Michaelmas Term

Life

Middleton was born in London and baptised on 18 April 1580. He was the son of a bricklayer, who had raised himself to the status of a gentleman and owned property adjoining the Curtain Theatre in Shoreditch. Middleton was five when his father died and his mother's subsequent remarriage dissolved into a 15-year battle over the inheritance of Thomas and his younger sister – an experience that informed him about the legal system and may have incited his repeated satire against the legal profession.

Middleton attended The Queen's College, Oxford, matriculating in 1598, but he did not graduate. Before he left Oxford sometime in 1600 or 1601,[1] he wrote and published three long poems in popular Elizabethan styles. None of them appears to have been especially successful, and one, his book of satires, ran foul of an Anglican church ban on verse satire and was burned. Nevertheless, his literary career was launched.
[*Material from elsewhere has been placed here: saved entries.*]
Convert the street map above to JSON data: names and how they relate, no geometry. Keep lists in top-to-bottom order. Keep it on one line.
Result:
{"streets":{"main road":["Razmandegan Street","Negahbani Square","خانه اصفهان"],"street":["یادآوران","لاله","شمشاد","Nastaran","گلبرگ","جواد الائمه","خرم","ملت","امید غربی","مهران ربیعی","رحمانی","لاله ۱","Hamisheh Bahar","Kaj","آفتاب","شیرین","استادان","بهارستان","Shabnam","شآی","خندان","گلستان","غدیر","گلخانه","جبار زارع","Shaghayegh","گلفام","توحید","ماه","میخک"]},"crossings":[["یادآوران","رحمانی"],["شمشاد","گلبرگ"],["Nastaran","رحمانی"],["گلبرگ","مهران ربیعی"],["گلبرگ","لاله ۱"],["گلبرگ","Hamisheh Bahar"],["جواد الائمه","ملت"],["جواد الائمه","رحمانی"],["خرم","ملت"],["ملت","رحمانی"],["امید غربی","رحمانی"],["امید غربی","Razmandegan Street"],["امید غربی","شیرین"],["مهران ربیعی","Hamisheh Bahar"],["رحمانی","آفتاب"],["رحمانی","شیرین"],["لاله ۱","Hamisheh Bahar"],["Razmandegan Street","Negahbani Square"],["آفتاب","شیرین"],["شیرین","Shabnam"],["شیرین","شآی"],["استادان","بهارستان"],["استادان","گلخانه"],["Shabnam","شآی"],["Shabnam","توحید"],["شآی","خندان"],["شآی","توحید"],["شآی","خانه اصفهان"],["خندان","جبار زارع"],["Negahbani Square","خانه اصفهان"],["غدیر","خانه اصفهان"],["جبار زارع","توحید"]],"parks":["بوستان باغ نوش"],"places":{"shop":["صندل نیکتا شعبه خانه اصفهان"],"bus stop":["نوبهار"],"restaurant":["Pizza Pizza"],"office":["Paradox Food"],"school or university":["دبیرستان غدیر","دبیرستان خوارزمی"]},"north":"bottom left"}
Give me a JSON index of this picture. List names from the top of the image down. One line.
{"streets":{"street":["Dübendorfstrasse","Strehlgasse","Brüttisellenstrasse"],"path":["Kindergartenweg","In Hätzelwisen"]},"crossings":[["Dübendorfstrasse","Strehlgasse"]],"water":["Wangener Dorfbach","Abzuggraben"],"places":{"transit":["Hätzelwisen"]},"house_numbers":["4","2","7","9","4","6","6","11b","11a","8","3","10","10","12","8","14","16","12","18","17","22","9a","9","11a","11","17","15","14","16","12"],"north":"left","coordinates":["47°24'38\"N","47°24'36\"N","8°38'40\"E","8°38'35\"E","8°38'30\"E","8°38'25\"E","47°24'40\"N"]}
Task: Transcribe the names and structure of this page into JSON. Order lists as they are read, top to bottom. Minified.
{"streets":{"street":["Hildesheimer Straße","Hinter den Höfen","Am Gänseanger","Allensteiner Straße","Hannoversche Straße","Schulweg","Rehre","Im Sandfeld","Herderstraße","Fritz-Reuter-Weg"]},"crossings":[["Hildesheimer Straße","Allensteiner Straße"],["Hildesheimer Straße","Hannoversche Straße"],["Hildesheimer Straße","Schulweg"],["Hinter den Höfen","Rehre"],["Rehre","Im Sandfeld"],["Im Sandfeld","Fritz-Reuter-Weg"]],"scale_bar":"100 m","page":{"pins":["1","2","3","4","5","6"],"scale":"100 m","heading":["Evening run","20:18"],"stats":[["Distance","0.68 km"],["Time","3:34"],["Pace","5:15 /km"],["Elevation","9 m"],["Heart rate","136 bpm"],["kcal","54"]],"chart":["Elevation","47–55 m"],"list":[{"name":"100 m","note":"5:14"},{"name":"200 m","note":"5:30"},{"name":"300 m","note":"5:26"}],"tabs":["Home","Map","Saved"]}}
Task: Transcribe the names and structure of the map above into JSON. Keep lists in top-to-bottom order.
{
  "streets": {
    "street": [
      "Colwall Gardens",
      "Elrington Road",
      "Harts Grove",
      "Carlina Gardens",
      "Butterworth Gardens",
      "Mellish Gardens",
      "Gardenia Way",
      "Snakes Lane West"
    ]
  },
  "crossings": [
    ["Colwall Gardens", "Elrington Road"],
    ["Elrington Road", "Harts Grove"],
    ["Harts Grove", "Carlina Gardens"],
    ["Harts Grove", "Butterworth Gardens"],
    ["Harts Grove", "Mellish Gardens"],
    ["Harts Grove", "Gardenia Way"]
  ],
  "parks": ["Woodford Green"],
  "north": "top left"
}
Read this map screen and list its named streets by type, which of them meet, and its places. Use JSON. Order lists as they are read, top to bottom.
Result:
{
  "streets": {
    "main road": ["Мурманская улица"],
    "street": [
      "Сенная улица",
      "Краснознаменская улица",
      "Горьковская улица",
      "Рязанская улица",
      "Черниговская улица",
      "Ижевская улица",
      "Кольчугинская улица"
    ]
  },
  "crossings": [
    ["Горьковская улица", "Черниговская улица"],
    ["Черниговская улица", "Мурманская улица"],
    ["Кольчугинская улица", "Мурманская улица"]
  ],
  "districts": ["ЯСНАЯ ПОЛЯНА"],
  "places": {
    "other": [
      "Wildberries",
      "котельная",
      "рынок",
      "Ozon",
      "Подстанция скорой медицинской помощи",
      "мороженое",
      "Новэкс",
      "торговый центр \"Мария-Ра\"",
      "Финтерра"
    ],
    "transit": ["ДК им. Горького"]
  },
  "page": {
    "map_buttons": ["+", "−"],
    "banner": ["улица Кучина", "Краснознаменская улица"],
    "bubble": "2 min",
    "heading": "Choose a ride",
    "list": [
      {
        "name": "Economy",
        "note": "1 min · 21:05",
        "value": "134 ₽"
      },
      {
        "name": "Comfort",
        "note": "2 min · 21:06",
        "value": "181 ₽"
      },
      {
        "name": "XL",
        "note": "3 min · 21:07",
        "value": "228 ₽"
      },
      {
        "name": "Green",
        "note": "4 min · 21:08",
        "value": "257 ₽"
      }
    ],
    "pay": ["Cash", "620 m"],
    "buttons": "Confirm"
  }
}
In the early 17th century, Middleton made a living writing topical pamphlets, including one – Penniless Parliament of Threadbare Poets – that was reprinted several times and became the subject of a parliamentary inquiry. At the same time, records in the diary of Philip Henslowe show that Middleton was writing for the Admiral's Men. Unlike Shakespeare, Middleton remained a free agent, able to write for whichever company hired him. His early dramatic career was marked by controversy. His friendship with Thomas Dekker brought him into conflict with Ben Jonson and George Chapman in the War of the Theatres. The grudge against Jonson continued as late as 1626, when Jonson's play The Staple of News indulges in a slur on Middleton's great success, A Game at Chess.[2] It has been argued that Middleton's Inner Temple Masque (1619) sneers at Jonson (then absent in Scotland) as a "silenced bricklayer".[3]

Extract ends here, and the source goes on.